To utilize the transformer architectures for conducting visual tasks, a number of researchers have explored for representing the sequence information from different data. For example, Wang et al. explore self-attention mechanism in non-local networks for capturing long-range dependencies in video and image recognition. Carion et al. present DETR , which treats object detection as a direct set prediction problem and solve it using a transformer encoder-decoder architecture. Chen et al. propose the iGPT , which is the pioneering work applying pure transformer model (i.e., without convolution) on image recognition by self-supervised pre-training.

Different from the data in NLP tasks, there exists a semantic gap between input images and the ground-truth labels in CV tasks. To this end, Dosovitskiy et al. develop the ViT , which paves the way for transferring the success of transformer based NLP models. Concretely, ViT divides the given image into several local patches as a visual sequence. Then, the attention can be naturally calculated between any two image patches for generating effective feature representations for the recognition task. Subsequently, Touvron et al. explore the data-efficient training and distillation to enhance the performance of ViT on the ImageNet benchmark and obtain an about 81.8% ImageNet top-1 accuracy, which is comparable to that of the state-of-the-art convolutional networks. Chen et al. further treat the image processing tasks (e.g., denosing and super-resolution) as a series of translations and develop the IPT model for handling multiple low-level computer vision problems . Nowadays, transformer architectures have been used in a growing number of computer vision tasks such as image recognition , object detection , and segmentation .

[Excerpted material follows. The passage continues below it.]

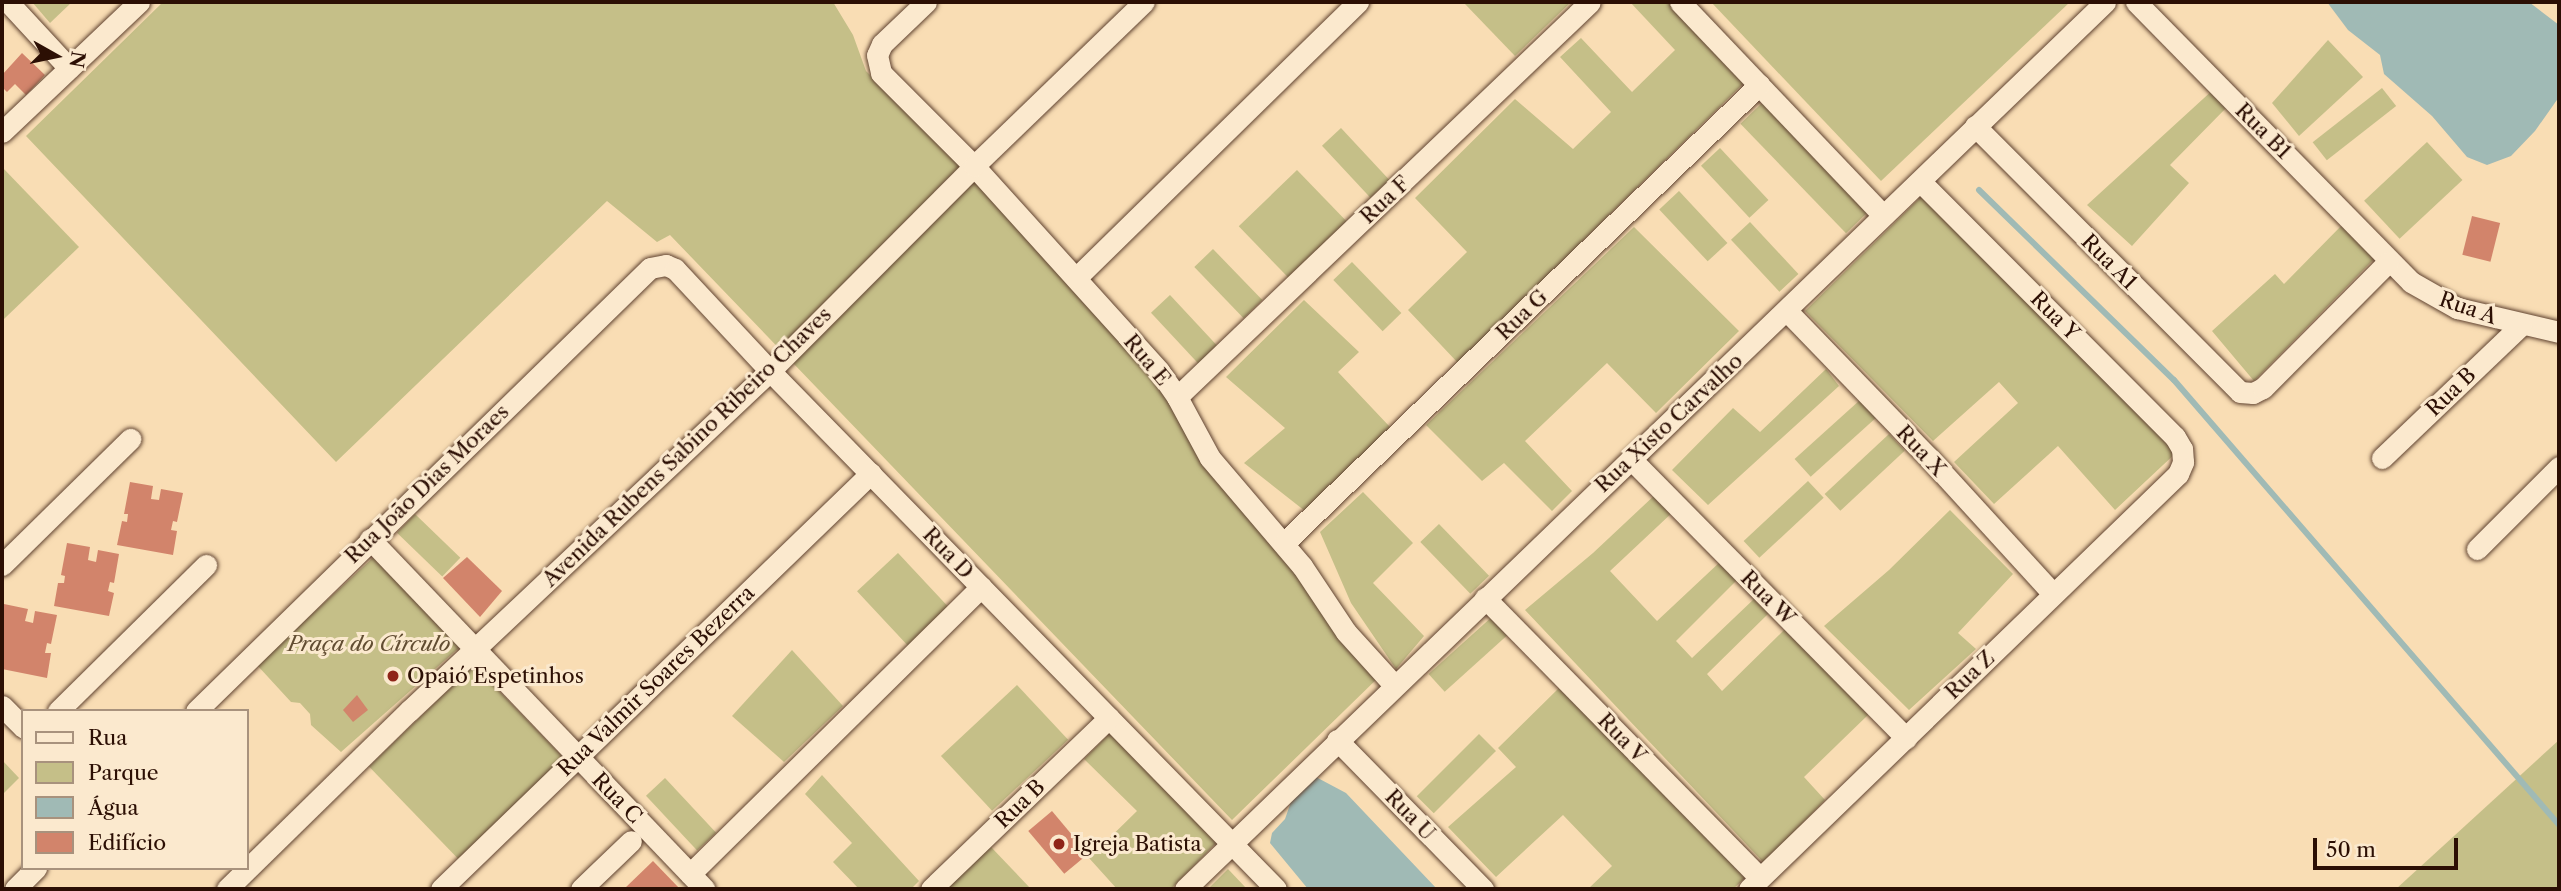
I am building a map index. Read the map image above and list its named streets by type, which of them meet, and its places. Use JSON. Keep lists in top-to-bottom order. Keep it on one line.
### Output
{"streets":{"street":["Rua B1","Rua F","Rua A1","Rua A","Rua G","Rua Y","Rua E","Rua B","Rua Xisto Carvalho","Avenida Rubens Sabino Ribeiro Chaves","Rua X","Rua João Dias Moraes","Rua D","Rua W","Rua Z","Rua Valmir Soares Bezerra","Rua V","Rua C","Rua U"]},"crossings":[["Rua B1","Rua A1"],["Rua B1","Rua A"],["Rua F","Rua E"],["Rua A1","Rua A"],["Rua A1","Rua Xisto Carvalho"],["Rua A","Rua B"],["Rua G","Rua E"],["Rua Y","Rua Xisto Carvalho"],["Rua Y","Rua Z"],["Rua E","Rua Xisto Carvalho"],["Rua E","Avenida Rubens Sabino Ribeiro Chaves"],["Rua B","Rua D"],["Rua Xisto Carvalho","Rua X"],["Rua Xisto Carvalho","Rua D"],["Rua Xisto Carvalho","Rua W"],["Rua Xisto Carvalho","Rua V"],["Rua Xisto Carvalho","Rua U"],["Avenida Rubens Sabino Ribeiro Chaves","Rua D"],["Avenida Rubens Sabino Ribeiro Chaves","Rua C"],["Rua X","Rua Z"],["Rua João Dias Moraes","Rua D"],["Rua João Dias Moraes","Rua C"],["Rua D","Rua Valmir Soares Bezerra"],["Rua D","Rua C"],["Rua W","Rua Z"],["Rua Z","Rua V"],["Rua Valmir Soares Bezerra","Rua C"]],"parks":["Praça do Círculo"],"places":["Opaió Espetinhos","Igreja Batista"],"legend":["Rua","Parque","Água","Edifício"],"scale_bar":"50 m","north":"right"}
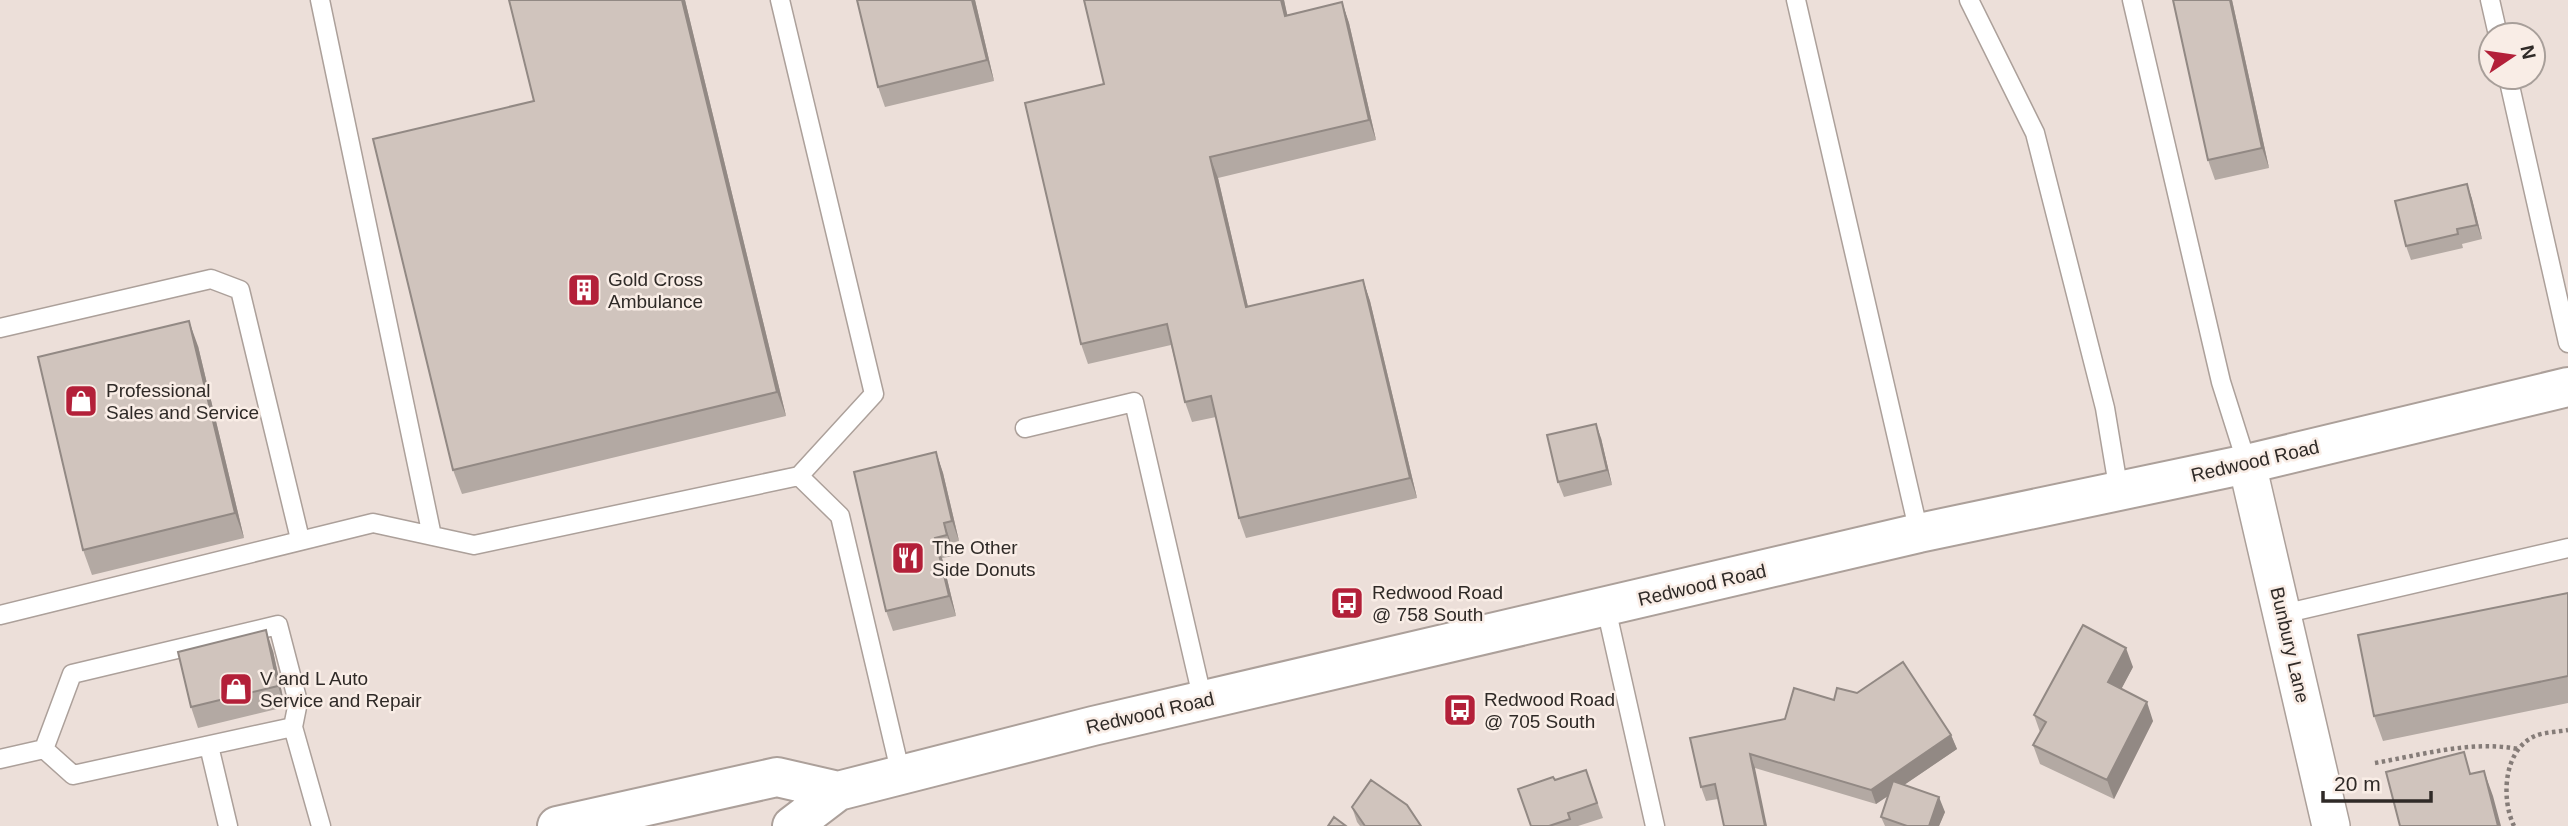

Although the aforementioned visual transformers have made great efforts to boost the models’ performances, most of existing works follow the conventional representation scheme used in ViT, i.e., dividing the input images into patches. Such a exquisite paradigm can effectively capture the visual sequential information and estimate the attention between different image patches. However, the diversity of natural images in modern benchmarks is very high, e.g., there are over 120 M images with 1000 different categories in the ImageNet dataset . As shown in Figure 1, representing the given image into local patches can help us to find the relationship and similarity between them. However, there are also some sub-patches inside them with high similarity. Therefore, we are motivated to explore a more exquisite visual image dividing method for generating visual sequences and improve the performance.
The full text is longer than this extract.